The finance ministry’s argument for a single rate of tax at the state level as
well as the central level is sound. The question is: will the states buy
Centre’s reason? States are bound to resist a single rate and, eventually, the
Centre and states would compromise to a dual rate, with a plan to move towards a
single rate. Centre’s reservation with the dual-rate tax structure as proposed
by the empowered committee of state finance ministers is that it could lead to
worsening of the inverted duty structure — raw materials and intermediaries may
be taxed at a higher rate and finished goods at a lower rate, on the pretext of
taxing essentials at a lower rate.
Besides, a dual structure would essentially mean a revenue-neutral rate higher
than would be the case with a single rate. Equally dangerous, and that would go
against the grain of simplification of tax regime, is that a dual rate structure
for goods can lead to demands from service providers for concessional rate for
certain services.
The finance ministry has proposed to allow states to maintain exemptions for 99
items, as is the case under VAT, and it does not want that list to be expanded
to include more items that are of local importance. At the central level, the
ministry has proposed to substantially reduce the 330 exemptions allowed under
Cenvat. The intention to have a common list of exemption under central GST and
state GST means that Centre will need to trim its list to 99 before GST is
implemented.
Reducing exemptions requires political will to withstand pressures from lobbies
at both the central and state levels. And, that is a tough task. More likely, we
will see a gradual reduction in the number of exemptions.

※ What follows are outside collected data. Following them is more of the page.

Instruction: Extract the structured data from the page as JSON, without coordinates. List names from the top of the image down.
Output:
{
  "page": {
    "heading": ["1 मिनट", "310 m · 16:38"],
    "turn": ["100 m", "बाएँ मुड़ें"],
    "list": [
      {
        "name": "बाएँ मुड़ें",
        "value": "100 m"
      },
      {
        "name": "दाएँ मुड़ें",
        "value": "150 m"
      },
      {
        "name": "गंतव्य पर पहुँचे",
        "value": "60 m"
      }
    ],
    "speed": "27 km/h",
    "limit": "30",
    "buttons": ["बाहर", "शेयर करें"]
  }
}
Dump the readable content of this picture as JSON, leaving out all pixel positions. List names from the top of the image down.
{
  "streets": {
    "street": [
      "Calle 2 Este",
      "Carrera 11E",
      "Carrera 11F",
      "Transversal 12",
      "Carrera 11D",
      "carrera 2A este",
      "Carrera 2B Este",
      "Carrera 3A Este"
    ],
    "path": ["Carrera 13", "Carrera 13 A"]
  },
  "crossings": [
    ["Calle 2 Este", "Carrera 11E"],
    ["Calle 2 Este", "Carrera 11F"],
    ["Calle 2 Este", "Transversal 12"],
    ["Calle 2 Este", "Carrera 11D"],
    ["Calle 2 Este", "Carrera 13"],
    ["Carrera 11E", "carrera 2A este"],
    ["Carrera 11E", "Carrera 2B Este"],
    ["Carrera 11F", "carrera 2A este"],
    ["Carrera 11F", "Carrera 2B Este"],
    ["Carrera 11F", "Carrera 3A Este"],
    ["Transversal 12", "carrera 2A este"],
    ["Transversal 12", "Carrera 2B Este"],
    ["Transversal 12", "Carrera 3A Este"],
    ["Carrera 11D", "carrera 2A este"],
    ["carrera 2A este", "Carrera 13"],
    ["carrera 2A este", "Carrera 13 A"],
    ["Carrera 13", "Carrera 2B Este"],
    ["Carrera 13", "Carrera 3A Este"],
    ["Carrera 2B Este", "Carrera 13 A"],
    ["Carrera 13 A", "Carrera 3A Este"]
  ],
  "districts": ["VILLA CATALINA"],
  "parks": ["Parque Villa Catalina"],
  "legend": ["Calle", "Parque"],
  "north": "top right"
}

Critical issues over which GST implementation would face problems include
threshold for exemption and compensation. In the case of threshold, the
opposition would come primarily from the traders. Although they are subject to
state value-added tax (VAT), the implementation of GST will mean that they would
have to pay the central levy in addition to the state GST. Also, they would be
required to invest in information technology to maintain records as also with
compliance. Although the Centre has proposed lighter regulation for smaller
dealers, it may not be enough to bring them around.
The empowered committee had proposed a threshold of gross annual turnover of Rs
10 lakh for goods and services, with compensation for north-eastern and special
category states where the current threshold is lower at Rs 5 lakh. It had
suggested a higher threshold at the Centre for goods and services. The finance
ministry has over-ruled the states on this matter. It favours a common threshold
at the Centre and at the states for both goods and services, of Rs 10 lakh or
more — implying larger tax base and more revenues for the Centre.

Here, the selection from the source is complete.